#### [WHAT YOU SHOULD DO]
Nothing but the lines from the one containing "Draw a box around all text" to the end of the records below should be output, each exactly as written.

#### [GIVEN RECORDS]

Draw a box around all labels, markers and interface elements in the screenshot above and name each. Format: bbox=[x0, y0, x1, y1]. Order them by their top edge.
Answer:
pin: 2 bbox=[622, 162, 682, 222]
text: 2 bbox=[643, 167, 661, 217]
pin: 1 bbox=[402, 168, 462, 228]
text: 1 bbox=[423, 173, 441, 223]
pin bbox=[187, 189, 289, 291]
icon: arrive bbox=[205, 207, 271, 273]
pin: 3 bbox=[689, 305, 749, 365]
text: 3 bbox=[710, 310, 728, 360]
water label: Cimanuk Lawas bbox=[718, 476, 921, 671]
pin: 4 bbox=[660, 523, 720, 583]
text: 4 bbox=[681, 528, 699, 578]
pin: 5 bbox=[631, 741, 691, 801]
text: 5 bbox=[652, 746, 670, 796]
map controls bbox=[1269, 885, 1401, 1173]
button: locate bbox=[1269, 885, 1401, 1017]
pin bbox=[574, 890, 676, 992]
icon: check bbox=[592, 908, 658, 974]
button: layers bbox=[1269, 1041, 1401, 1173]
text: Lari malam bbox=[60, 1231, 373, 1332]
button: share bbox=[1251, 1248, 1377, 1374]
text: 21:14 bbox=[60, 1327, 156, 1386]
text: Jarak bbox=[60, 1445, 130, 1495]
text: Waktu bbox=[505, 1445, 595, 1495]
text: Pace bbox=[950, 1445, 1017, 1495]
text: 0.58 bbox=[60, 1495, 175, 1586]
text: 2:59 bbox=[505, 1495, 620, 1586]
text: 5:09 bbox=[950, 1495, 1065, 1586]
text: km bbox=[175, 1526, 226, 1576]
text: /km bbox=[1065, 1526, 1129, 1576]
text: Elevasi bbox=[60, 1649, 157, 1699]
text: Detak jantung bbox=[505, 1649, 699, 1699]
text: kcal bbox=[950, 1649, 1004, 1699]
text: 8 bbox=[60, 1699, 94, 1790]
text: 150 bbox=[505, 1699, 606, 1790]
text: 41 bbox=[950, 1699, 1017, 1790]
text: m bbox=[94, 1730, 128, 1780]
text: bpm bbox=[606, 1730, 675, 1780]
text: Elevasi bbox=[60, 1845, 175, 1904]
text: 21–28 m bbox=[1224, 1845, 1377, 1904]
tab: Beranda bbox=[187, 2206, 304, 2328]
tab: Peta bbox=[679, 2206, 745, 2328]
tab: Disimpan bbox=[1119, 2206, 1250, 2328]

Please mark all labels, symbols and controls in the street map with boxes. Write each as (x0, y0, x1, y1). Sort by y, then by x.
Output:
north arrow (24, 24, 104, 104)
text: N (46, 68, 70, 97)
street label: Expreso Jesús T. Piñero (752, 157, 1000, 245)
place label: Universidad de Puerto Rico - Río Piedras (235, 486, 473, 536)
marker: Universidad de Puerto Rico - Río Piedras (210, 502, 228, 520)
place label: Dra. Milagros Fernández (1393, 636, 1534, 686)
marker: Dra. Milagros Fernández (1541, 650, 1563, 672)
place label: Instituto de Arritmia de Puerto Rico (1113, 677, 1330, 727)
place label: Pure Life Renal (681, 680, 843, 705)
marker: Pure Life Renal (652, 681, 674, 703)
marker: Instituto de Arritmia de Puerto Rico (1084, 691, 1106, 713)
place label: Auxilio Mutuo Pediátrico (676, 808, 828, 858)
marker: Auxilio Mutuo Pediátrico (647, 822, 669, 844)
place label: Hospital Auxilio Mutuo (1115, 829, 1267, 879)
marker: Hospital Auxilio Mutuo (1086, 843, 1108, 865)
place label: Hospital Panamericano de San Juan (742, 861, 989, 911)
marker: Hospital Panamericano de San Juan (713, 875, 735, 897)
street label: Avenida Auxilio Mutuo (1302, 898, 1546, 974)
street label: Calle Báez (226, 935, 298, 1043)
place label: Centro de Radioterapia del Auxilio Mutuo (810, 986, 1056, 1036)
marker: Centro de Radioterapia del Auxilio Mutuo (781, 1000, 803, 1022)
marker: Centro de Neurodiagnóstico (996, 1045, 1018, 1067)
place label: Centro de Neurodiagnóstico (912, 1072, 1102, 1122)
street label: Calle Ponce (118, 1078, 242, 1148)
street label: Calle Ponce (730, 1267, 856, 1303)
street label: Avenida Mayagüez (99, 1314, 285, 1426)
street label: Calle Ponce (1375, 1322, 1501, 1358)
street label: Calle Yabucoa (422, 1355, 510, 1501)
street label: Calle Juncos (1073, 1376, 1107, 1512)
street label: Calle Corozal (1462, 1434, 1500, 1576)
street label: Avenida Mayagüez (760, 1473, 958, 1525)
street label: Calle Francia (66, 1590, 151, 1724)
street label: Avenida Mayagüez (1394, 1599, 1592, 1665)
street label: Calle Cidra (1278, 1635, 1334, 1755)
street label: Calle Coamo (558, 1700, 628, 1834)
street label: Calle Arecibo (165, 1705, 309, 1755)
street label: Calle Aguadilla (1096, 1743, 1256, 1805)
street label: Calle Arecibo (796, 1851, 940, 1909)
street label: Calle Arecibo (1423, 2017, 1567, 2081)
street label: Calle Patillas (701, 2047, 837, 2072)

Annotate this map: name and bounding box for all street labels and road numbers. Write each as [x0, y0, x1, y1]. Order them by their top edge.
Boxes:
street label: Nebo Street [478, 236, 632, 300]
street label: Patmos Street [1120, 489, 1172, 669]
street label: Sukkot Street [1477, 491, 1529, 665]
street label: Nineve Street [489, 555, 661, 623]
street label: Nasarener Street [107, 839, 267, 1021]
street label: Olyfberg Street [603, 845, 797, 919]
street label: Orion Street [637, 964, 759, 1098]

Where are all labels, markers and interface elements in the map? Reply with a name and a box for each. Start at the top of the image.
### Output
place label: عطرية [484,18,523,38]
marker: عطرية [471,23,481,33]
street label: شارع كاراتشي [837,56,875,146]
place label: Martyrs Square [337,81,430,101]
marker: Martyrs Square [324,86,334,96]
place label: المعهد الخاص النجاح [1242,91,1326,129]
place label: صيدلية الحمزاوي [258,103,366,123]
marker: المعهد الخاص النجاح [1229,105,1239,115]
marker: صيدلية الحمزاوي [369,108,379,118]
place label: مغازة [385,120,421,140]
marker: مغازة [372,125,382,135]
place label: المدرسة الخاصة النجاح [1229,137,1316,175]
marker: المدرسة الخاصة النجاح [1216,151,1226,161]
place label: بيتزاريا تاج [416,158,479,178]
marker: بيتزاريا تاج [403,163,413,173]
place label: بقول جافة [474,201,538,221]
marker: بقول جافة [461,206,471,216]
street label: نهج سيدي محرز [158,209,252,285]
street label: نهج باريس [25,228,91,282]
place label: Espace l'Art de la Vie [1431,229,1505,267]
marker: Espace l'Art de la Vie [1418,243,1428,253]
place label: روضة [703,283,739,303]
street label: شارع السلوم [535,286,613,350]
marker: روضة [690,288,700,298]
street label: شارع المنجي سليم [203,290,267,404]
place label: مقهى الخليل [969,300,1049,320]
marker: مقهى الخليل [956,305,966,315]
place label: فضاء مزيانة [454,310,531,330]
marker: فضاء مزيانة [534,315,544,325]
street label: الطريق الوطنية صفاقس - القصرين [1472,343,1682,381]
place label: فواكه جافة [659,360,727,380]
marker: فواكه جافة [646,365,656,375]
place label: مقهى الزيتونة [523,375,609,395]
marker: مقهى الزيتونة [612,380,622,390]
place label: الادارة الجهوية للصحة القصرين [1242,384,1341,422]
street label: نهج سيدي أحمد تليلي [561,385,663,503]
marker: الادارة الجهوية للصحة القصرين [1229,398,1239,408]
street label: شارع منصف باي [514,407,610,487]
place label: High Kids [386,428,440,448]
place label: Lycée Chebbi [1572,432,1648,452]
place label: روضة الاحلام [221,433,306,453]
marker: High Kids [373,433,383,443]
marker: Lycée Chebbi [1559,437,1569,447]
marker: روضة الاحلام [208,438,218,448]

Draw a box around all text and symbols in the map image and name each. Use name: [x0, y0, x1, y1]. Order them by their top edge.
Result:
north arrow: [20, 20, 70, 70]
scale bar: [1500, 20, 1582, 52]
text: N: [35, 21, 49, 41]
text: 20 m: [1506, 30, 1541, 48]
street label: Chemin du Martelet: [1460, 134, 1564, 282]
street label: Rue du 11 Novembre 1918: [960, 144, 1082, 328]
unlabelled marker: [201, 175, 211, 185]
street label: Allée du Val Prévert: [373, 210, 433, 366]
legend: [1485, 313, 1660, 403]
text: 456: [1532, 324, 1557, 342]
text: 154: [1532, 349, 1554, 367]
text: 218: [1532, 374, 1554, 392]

#### [YOUR RESPONSE]
Draw a box around all text and symbols in the map image and name each. Use name: [x0, y0, x1, y1]. Order them by their top edge.
Result:
north arrow: [20, 20, 70, 70]
scale bar: [1500, 20, 1582, 52]
text: N: [35, 21, 49, 41]
text: 20 m: [1506, 30, 1541, 48]
street label: Chemin du Martelet: [1460, 134, 1564, 282]
street label: Rue du 11 Novembre 1918: [960, 144, 1082, 328]
unlabelled marker: [201, 175, 211, 185]
street label: Allée du Val Prévert: [373, 210, 433, 366]
legend: [1485, 313, 1660, 403]
text: 456: [1532, 324, 1557, 342]
text: 154: [1532, 349, 1554, 367]
text: 218: [1532, 374, 1554, 392]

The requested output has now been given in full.